*** Opening of EXERCISE INPUTS ***

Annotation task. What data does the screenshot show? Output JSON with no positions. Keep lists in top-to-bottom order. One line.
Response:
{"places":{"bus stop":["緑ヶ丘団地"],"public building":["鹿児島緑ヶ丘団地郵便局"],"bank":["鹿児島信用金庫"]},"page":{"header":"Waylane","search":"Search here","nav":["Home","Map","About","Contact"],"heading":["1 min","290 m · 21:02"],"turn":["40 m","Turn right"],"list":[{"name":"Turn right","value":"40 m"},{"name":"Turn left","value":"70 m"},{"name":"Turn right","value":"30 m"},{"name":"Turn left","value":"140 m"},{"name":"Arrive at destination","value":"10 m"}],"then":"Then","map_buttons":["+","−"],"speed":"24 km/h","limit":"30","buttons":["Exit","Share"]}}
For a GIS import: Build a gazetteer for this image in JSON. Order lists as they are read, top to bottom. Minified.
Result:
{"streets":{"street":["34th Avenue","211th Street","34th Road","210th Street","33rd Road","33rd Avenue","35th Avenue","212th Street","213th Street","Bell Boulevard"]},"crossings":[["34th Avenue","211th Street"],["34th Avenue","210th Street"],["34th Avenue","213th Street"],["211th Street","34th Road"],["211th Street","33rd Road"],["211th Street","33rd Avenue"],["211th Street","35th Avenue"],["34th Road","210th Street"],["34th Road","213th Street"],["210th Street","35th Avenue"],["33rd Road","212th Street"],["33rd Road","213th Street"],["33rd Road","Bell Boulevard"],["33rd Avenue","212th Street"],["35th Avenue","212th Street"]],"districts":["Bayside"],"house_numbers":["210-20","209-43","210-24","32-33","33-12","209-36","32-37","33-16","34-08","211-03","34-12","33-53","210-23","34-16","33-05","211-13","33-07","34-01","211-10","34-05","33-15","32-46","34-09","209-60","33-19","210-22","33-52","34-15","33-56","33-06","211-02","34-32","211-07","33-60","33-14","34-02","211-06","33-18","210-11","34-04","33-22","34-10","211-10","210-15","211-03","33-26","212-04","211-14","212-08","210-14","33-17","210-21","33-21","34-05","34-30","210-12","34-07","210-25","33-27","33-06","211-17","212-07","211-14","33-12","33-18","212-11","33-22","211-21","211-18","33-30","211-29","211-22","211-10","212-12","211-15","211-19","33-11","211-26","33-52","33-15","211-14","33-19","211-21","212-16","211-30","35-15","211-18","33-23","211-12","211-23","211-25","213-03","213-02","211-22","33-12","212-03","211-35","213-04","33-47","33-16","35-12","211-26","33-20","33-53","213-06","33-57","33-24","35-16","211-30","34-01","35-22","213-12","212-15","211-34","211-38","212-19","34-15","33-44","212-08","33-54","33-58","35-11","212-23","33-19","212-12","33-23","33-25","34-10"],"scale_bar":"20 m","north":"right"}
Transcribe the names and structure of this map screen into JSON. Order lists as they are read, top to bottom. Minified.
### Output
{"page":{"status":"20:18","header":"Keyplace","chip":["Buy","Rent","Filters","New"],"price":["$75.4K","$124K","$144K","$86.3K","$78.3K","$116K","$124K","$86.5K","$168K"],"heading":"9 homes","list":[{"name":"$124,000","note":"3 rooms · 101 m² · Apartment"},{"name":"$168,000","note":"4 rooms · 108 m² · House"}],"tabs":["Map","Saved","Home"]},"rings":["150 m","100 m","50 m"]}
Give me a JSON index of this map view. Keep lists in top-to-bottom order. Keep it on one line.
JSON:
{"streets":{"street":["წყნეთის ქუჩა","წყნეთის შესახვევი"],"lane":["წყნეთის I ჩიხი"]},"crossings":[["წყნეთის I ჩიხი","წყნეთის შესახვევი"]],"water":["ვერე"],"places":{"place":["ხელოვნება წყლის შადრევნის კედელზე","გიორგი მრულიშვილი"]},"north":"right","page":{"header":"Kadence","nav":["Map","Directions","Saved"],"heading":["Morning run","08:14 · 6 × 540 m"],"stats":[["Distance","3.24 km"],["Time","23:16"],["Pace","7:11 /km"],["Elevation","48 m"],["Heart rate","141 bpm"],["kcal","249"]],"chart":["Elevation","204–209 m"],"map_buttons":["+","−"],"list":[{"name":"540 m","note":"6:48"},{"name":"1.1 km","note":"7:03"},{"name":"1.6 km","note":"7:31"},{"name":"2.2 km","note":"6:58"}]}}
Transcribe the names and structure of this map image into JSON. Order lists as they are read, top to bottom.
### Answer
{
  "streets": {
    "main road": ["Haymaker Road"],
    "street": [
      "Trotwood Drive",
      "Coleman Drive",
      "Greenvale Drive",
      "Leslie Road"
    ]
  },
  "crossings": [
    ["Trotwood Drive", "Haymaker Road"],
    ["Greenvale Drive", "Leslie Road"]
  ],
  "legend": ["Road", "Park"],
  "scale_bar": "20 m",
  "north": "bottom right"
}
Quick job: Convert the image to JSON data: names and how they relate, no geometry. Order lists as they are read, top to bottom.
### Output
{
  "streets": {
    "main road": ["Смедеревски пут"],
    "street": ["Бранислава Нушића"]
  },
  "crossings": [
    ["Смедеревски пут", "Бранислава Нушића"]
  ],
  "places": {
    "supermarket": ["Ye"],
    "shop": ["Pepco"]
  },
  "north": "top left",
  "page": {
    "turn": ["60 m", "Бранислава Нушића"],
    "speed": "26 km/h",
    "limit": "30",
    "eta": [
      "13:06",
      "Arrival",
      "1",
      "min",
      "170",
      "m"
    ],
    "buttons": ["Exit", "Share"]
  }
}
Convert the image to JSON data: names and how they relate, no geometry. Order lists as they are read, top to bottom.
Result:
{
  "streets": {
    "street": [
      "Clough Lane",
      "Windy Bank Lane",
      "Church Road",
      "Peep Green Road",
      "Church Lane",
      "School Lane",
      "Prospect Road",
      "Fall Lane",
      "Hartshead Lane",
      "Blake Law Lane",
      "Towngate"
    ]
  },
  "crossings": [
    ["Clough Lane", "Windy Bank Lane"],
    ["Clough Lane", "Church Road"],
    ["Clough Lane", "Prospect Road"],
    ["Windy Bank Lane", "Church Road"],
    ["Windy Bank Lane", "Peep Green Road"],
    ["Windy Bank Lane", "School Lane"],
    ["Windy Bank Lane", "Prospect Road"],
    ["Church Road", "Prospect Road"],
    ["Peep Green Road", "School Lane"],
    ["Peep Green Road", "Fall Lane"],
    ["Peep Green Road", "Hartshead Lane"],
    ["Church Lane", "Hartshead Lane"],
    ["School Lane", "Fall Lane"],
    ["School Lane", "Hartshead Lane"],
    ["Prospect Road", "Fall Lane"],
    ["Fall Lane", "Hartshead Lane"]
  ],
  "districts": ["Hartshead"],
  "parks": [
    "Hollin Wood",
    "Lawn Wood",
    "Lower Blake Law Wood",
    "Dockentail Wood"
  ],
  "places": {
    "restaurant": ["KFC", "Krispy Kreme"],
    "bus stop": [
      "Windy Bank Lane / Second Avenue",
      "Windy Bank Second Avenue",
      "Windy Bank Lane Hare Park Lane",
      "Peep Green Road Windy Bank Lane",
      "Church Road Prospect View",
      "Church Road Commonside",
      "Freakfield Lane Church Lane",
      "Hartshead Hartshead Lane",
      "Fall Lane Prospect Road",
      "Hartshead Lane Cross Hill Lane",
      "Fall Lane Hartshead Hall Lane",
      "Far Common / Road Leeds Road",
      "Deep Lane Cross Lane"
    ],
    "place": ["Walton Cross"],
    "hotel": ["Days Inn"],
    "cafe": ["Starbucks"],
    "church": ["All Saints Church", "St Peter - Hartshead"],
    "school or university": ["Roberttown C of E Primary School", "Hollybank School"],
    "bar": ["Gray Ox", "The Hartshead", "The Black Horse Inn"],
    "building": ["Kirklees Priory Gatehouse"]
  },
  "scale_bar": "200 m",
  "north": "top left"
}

*** Close of EXERCISE INPUTS ***

__YOUR GOAL__
Word for word, set down all the lines above.

__YOUR SOLUTION__
Annotation task. What data does the screenshot show? Output JSON with no positions. Keep lists in top-to-bottom order. One line.
Response:
{"places":{"bus stop":["緑ヶ丘団地"],"public building":["鹿児島緑ヶ丘団地郵便局"],"bank":["鹿児島信用金庫"]},"page":{"header":"Waylane","search":"Search here","nav":["Home","Map","About","Contact"],"heading":["1 min","290 m · 21:02"],"turn":["40 m","Turn right"],"list":[{"name":"Turn right","value":"40 m"},{"name":"Turn left","value":"70 m"},{"name":"Turn right","value":"30 m"},{"name":"Turn left","value":"140 m"},{"name":"Arrive at destination","value":"10 m"}],"then":"Then","map_buttons":["+","−"],"speed":"24 km/h","limit":"30","buttons":["Exit","Share"]}}
For a GIS import: Build a gazetteer for this image in JSON. Order lists as they are read, top to bottom. Minified.
Result:
{"streets":{"street":["34th Avenue","211th Street","34th Road","210th Street","33rd Road","33rd Avenue","35th Avenue","212th Street","213th Street","Bell Boulevard"]},"crossings":[["34th Avenue","211th Street"],["34th Avenue","210th Street"],["34th Avenue","213th Street"],["211th Street","34th Road"],["211th Street","33rd Road"],["211th Street","33rd Avenue"],["211th Street","35th Avenue"],["34th Road","210th Street"],["34th Road","213th Street"],["210th Street","35th Avenue"],["33rd Road","212th Street"],["33rd Road","213th Street"],["33rd Road","Bell Boulevard"],["33rd Avenue","212th Street"],["35th Avenue","212th Street"]],"districts":["Bayside"],"house_numbers":["210-20","209-43","210-24","32-33","33-12","209-36","32-37","33-16","34-08","211-03","34-12","33-53","210-23","34-16","33-05","211-13","33-07","34-01","211-10","34-05","33-15","32-46","34-09","209-60","33-19","210-22","33-52","34-15","33-56","33-06","211-02","34-32","211-07","33-60","33-14","34-02","211-06","33-18","210-11","34-04","33-22","34-10","211-10","210-15","211-03","33-26","212-04","211-14","212-08","210-14","33-17","210-21","33-21","34-05","34-30","210-12","34-07","210-25","33-27","33-06","211-17","212-07","211-14","33-12","33-18","212-11","33-22","211-21","211-18","33-30","211-29","211-22","211-10","212-12","211-15","211-19","33-11","211-26","33-52","33-15","211-14","33-19","211-21","212-16","211-30","35-15","211-18","33-23","211-12","211-23","211-25","213-03","213-02","211-22","33-12","212-03","211-35","213-04","33-47","33-16","35-12","211-26","33-20","33-53","213-06","33-57","33-24","35-16","211-30","34-01","35-22","213-12","212-15","211-34","211-38","212-19","34-15","33-44","212-08","33-54","33-58","35-11","212-23","33-19","212-12","33-23","33-25","34-10"],"scale_bar":"20 m","north":"right"}
Transcribe the names and structure of this map screen into JSON. Order lists as they are read, top to bottom. Minified.
### Output
{"page":{"status":"20:18","header":"Keyplace","chip":["Buy","Rent","Filters","New"],"price":["$75.4K","$124K","$144K","$86.3K","$78.3K","$116K","$124K","$86.5K","$168K"],"heading":"9 homes","list":[{"name":"$124,000","note":"3 rooms · 101 m² · Apartment"},{"name":"$168,000","note":"4 rooms · 108 m² · House"}],"tabs":["Map","Saved","Home"]},"rings":["150 m","100 m","50 m"]}
Give me a JSON index of this map view. Keep lists in top-to-bottom order. Keep it on one line.
JSON:
{"streets":{"street":["წყნეთის ქუჩა","წყნეთის შესახვევი"],"lane":["წყნეთის I ჩიხი"]},"crossings":[["წყნეთის I ჩიხი","წყნეთის შესახვევი"]],"water":["ვერე"],"places":{"place":["ხელოვნება წყლის შადრევნის კედელზე","გიორგი მრულიშვილი"]},"north":"right","page":{"header":"Kadence","nav":["Map","Directions","Saved"],"heading":["Morning run","08:14 · 6 × 540 m"],"stats":[["Distance","3.24 km"],["Time","23:16"],["Pace","7:11 /km"],["Elevation","48 m"],["Heart rate","141 bpm"],["kcal","249"]],"chart":["Elevation","204–209 m"],"map_buttons":["+","−"],"list":[{"name":"540 m","note":"6:48"},{"name":"1.1 km","note":"7:03"},{"name":"1.6 km","note":"7:31"},{"name":"2.2 km","note":"6:58"}]}}
Transcribe the names and structure of this map image into JSON. Order lists as they are read, top to bottom.
### Answer
{
  "streets": {
    "main road": ["Haymaker Road"],
    "street": [
      "Trotwood Drive",
      "Coleman Drive",
      "Greenvale Drive",
      "Leslie Road"
    ]
  },
  "crossings": [
    ["Trotwood Drive", "Haymaker Road"],
    ["Greenvale Drive", "Leslie Road"]
  ],
  "legend": ["Road", "Park"],
  "scale_bar": "20 m",
  "north": "bottom right"
}
Quick job: Convert the image to JSON data: names and how they relate, no geometry. Order lists as they are read, top to bottom.
### Output
{
  "streets": {
    "main road": ["Смедеревски пут"],
    "street": ["Бранислава Нушића"]
  },
  "crossings": [
    ["Смедеревски пут", "Бранислава Нушића"]
  ],
  "places": {
    "supermarket": ["Ye"],
    "shop": ["Pepco"]
  },
  "north": "top left",
  "page": {
    "turn": ["60 m", "Бранислава Нушића"],
    "speed": "26 km/h",
    "limit": "30",
    "eta": [
      "13:06",
      "Arrival",
      "1",
      "min",
      "170",
      "m"
    ],
    "buttons": ["Exit", "Share"]
  }
}
Convert the image to JSON data: names and how they relate, no geometry. Order lists as they are read, top to bottom.
Result:
{
  "streets": {
    "street": [
      "Clough Lane",
      "Windy Bank Lane",
      "Church Road",
      "Peep Green Road",
      "Church Lane",
      "School Lane",
      "Prospect Road",
      "Fall Lane",
      "Hartshead Lane",
      "Blake Law Lane",
      "Towngate"
    ]
  },
  "crossings": [
    ["Clough Lane", "Windy Bank Lane"],
    ["Clough Lane", "Church Road"],
    ["Clough Lane", "Prospect Road"],
    ["Windy Bank Lane", "Church Road"],
    ["Windy Bank Lane", "Peep Green Road"],
    ["Windy Bank Lane", "School Lane"],
    ["Windy Bank Lane", "Prospect Road"],
    ["Church Road", "Prospect Road"],
    ["Peep Green Road", "School Lane"],
    ["Peep Green Road", "Fall Lane"],
    ["Peep Green Road", "Hartshead Lane"],
    ["Church Lane", "Hartshead Lane"],
    ["School Lane", "Fall Lane"],
    ["School Lane", "Hartshead Lane"],
    ["Prospect Road", "Fall Lane"],
    ["Fall Lane", "Hartshead Lane"]
  ],
  "districts": ["Hartshead"],
  "parks": [
    "Hollin Wood",
    "Lawn Wood",
    "Lower Blake Law Wood",
    "Dockentail Wood"
  ],
  "places": {
    "restaurant": ["KFC", "Krispy Kreme"],
    "bus stop": [
      "Windy Bank Lane / Second Avenue",
      "Windy Bank Second Avenue",
      "Windy Bank Lane Hare Park Lane",
      "Peep Green Road Windy Bank Lane",
      "Church Road Prospect View",
      "Church Road Commonside",
      "Freakfield Lane Church Lane",
      "Hartshead Hartshead Lane",
      "Fall Lane Prospect Road",
      "Hartshead Lane Cross Hill Lane",
      "Fall Lane Hartshead Hall Lane",
      "Far Common / Road Leeds Road",
      "Deep Lane Cross Lane"
    ],
    "place": ["Walton Cross"],
    "hotel": ["Days Inn"],
    "cafe": ["Starbucks"],
    "church": ["All Saints Church", "St Peter - Hartshead"],
    "school or university": ["Roberttown C of E Primary School", "Hollybank School"],
    "bar": ["Gray Ox", "The Hartshead", "The Black Horse Inn"],
    "building": ["Kirklees Priory Gatehouse"]
  },
  "scale_bar": "200 m",
  "north": "top left"
}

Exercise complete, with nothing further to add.